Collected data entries
==================================================

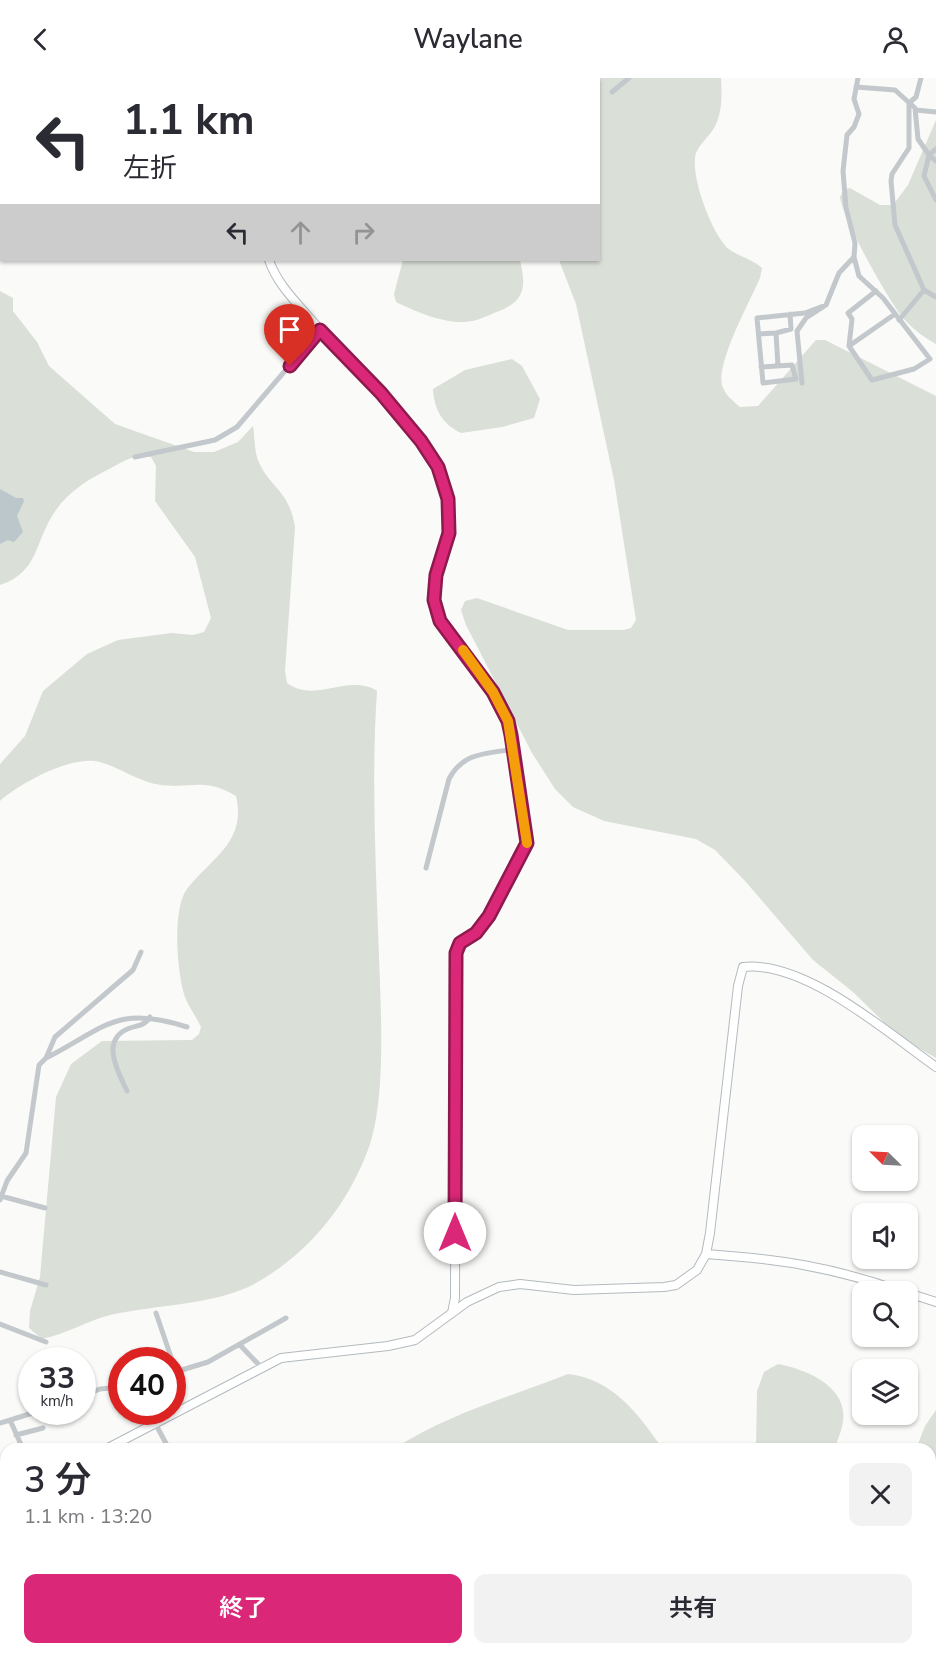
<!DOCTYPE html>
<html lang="ja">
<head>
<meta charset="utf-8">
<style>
	:root { --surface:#fff; --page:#f2f2f3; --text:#2b2b33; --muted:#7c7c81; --accent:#db2777 }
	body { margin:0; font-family:"Nunito Sans","Noto Sans JP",sans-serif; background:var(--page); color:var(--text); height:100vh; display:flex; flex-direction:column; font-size:22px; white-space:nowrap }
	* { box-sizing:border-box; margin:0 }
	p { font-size:20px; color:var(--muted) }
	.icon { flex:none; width:33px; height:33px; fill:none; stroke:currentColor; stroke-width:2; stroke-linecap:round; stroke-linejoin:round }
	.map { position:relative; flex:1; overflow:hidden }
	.side { position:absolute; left:0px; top:1365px; width:936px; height:212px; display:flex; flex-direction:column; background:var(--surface); border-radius:18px 18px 0 0; box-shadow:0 2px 4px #0004 }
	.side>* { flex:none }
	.top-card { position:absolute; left:0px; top:0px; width:600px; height:183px; box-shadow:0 2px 4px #0004; background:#fff; color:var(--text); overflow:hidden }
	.needle { width:39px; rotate:294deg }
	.tools { position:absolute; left:852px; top:1047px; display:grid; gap:12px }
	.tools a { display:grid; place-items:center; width:66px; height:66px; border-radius:12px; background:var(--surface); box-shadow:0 2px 4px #0004; font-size:30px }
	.speed { position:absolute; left:18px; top:1269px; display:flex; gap:12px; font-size:30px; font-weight:700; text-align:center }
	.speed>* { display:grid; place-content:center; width:78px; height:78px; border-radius:50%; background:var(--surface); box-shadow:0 2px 4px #0004; line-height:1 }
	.speed small { font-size:15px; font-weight:400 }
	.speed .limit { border:9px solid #d22; background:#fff; color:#111 }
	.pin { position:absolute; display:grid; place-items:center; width:51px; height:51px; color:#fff; margin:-62px -26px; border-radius:50% 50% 50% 0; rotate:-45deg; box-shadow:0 0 6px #0007 }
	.pin .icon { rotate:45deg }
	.me { position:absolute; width:66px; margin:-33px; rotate:0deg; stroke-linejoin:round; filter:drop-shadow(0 0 4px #0008) }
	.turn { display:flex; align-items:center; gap:21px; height:126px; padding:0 24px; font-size:27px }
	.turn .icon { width:78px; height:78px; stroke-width:2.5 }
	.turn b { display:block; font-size:42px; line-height:51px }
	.lanes { display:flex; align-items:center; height:57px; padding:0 24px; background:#0003; justify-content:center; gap:30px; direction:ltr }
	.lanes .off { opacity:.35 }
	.round { display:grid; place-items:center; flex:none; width:63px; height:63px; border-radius:12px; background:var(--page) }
	.headline { display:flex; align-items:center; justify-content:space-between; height:102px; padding:0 24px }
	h1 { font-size:36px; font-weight:600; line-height:45px }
	.cta { display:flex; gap:12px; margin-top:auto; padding:12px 24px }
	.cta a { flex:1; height:69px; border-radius:12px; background:var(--accent); color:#fff; font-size:24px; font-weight:600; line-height:69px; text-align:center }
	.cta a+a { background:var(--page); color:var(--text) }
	header { display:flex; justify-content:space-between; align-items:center; height:78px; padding:0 24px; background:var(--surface); font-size:27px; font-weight:600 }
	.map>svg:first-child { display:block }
	.green { fill:#dadfd7 }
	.water { fill:#bbc7cb }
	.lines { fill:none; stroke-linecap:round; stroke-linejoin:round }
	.secondary-casing { stroke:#b3babf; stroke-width:10 }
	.street { stroke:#c3c8cc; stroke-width:5 }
	.secondary { stroke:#fff; stroke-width:8 }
	.route-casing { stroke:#8e194d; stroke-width:15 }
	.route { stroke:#db2777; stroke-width:10 }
	.slow { stroke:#f59e0b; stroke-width:10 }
</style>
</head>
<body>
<header><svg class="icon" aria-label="back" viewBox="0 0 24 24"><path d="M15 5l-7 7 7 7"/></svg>Waylane<svg class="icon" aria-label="person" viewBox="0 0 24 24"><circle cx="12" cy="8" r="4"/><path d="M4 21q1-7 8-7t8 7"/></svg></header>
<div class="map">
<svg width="936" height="1576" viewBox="0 0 936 1576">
	<rect width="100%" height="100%" fill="#fafaf8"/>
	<path class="green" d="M590 0H721C722 19 723 41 709 57 704 63 699 68 696 75 689 96 713 160 730 172 740 179 750 180 762 190L760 200C750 223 716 285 722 307 725 317 732 322 740 329L758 328 816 262H825L936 318V980L899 959 853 914 813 882 746 804 715 772 696 761 604 743 573 729 555 711 532 675 466 547 461 532 465 523 477 520 568 552H623L631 550 636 542 614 402 576 226 559 182H598V2Z
		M936 42V266C923 259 913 251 903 240 887 220 844 143 840 119L844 112 850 110 880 127H893L908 107Z
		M403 182H520C527 212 524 224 494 235 487 238 479 242 472 243 448 248 417 234 396 224L394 216Z
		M0 213 13 220V233L37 264 49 288 115 346 194 374H214L238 364 253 348C255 359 254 372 258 382 269 410 289 411 295 449L285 593 287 605C316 626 348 595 377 613 371 701 376 791 379 880 381 933 386 1020 369 1069 348 1127 309 1175 256 1205 217 1227 153 1227 110 1237 87 1243 66 1256 42 1261L29 1250 30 1233 40 1199 56 1019 71 986 102 963 192 962 199 956 201 949C196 938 187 927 184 916 177 893 172 831 187 811 211 780 247 764 236 718 203 699 193 711 161 707 139 704 121 690 100 684 73 676 20 705 0 723V686L25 658 43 613 87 576 118 562 172 555 193 557 204 554 211 540 195 479 155 423 156 388 151 379C135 376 125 382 111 390 89 401 68 413 54 435 34 465 39 494 0 507Z
		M512 281 522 288 540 321 534 340 502 349 461 355C442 346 434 331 433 311L465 292Z
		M778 1286C805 1291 848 1308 843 1343 842 1353 837 1362 835 1371H756L757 1313 764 1294Z
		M568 1296C613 1301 638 1336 663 1371H394C447 1336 510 1319 568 1296Z
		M936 1332V1576H863L861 1571 930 1570V1371H916L925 1348Z
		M74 1570 186 1571 185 1576H71Z
		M490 1571V1570L642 1571 629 1576H503Z"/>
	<path class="water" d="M0 411 16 420H23L24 423 17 438 23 454 14 464 8 462 0 466Z"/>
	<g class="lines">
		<defs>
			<path id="secondary" d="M243 0V2
				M269 182C276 203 292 220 307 237 344 280 388 318 422 365 447 398 456 435 443 475 438 490 431 508 434 523 438 552 477 589 493 613 514 645 514 682 520 717 522 732 530 753 526 767 519 791 496 829 480 849 472 860 461 862 456 875L455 1220 452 1235
				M706 1176C779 1181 833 1189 903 1214
				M908 1215 936 1224
				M106 1371 281 1280 388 1268 415 1262 467 1224 499 1209 520 1206 574 1212 664 1209 676 1207 697 1192 706 1176 710 1155 738 908 743 889C805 882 888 955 936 989
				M0 1417 6 1415
				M930 1522 936 1486
				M921 1576 922 1570"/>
		</defs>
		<use href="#secondary" class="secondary-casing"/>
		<path class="street" d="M163 0 164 2
			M200 0V2
			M858 0 854 21 859 36 854 49 847 57 843 93 846 130 855 165 854 179 859 198 883 220 930 281 914 291 872 302 849 268 852 241 848 235 876 213
			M921 0 916 19 909 25V70L892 96 891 103 895 147 924 212 936 219
			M146 2 152 0
			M856 9 895 12 915 30 918 61 929 77 924 98 936 122
			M612 14 629 0
			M916 32 936 34
			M936 71 929 77 936 83
			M899 242 924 212
			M776 255 791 251 790 236
			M759 256 776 255 778 288
			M849 268 895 236
			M761 289 792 287 796 301 763 305 757 240 805 235 826 227
			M802 305 797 253 806 240 826 227 839 195 854 179
			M135 379 215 362 237 349 320 252
			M426 790 449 701C463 674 486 676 514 671
			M46 980 55 959 133 892 141 874
			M127 1013C118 994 99 961 130 950 139 947 144 948 150 939
			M1 1118 45 1130
			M0 1122 7 1103 26 1075 39 987 46 980C105 950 116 926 187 949
			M0 1194 46 1207
			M156 1235 172 1282
			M0 1246 46 1264
			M240 1267 260 1288
			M172 1295 208 1284 286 1240
			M82 1318 100 1311 122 1309
			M150 1334 153 1346
			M10 1342 23 1371
			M0 1345 36 1334
			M155 1345 169 1371
			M16 1357 43 1350
			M0 1553 6 1550
			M0 1557 4 1576
			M125 1570 130 1576
			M55 1576 57 1570
			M479 1576 480 1570
			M758 1576H767
			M796 1576 798 1570"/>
		<use href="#secondary" class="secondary"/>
	</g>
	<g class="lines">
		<defs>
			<path id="route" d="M290 288 320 252 381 315 421 363 438 389 448 421 449 455 436 497 434 522 440 543 493 614 508 643 511 657 527 765 489 838 476 855 460 865 456 875 455 1155"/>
		</defs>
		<use href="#route" class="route-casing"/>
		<use href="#route" class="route"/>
		<path class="slow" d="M463 572 493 614 508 643 527 765"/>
	</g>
</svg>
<div class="tools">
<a><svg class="needle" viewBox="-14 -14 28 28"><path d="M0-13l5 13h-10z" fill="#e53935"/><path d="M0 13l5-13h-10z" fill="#7c7c81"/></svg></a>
<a><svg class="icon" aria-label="sound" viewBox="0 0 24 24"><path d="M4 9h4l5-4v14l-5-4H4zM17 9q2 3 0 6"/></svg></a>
<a><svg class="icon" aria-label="search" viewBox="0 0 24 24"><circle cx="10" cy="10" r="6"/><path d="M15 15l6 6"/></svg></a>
<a><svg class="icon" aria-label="layers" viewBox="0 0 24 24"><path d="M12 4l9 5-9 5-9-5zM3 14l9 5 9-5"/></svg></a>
</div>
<div class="speed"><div>33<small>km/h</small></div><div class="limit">40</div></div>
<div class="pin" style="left:290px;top:288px;background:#d93025"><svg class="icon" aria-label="arrive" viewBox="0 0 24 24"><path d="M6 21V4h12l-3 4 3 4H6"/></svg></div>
<svg class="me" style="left:455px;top:1155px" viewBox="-20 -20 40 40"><circle r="19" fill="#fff"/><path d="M0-13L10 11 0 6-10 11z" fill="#db2777"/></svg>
<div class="top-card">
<div class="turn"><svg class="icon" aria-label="left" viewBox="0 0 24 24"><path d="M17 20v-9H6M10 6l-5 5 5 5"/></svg><div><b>1.1 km</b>左折</div></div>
<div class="lanes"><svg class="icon" aria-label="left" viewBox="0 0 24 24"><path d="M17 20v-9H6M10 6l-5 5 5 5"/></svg><svg class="icon off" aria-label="ahead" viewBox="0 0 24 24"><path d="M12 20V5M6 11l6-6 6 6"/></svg><svg class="icon off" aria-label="right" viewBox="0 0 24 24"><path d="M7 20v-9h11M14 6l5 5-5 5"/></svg></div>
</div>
<section class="side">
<div class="headline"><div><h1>3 分</h1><p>1.1 km · 13:20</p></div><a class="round"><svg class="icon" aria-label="close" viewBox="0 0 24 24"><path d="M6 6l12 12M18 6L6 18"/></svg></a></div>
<div class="cta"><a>終了</a><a>共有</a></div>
</section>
</div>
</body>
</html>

==================================================

About this exercise - Copy out each line of the data where the string "speed" appears.

Completed exercise -
	.speed { position:absolute; left:18px; top:1269px; display:flex; gap:12px; font-size:30px; font-weight:700; text-align:center }
	.speed>* { display:grid; place-content:center; width:78px; height:78px; border-radius:50%; background:var(--surface); box-shadow:0 2px 4px #0004; line-height:1 }
	.speed small { font-size:15px; font-weight:400 }
	.speed .limit { border:9px solid #d22; background:#fff; color:#111 }
<div class="speed"><div>33<small>km/h</small></div><div class="limit">40</div></div>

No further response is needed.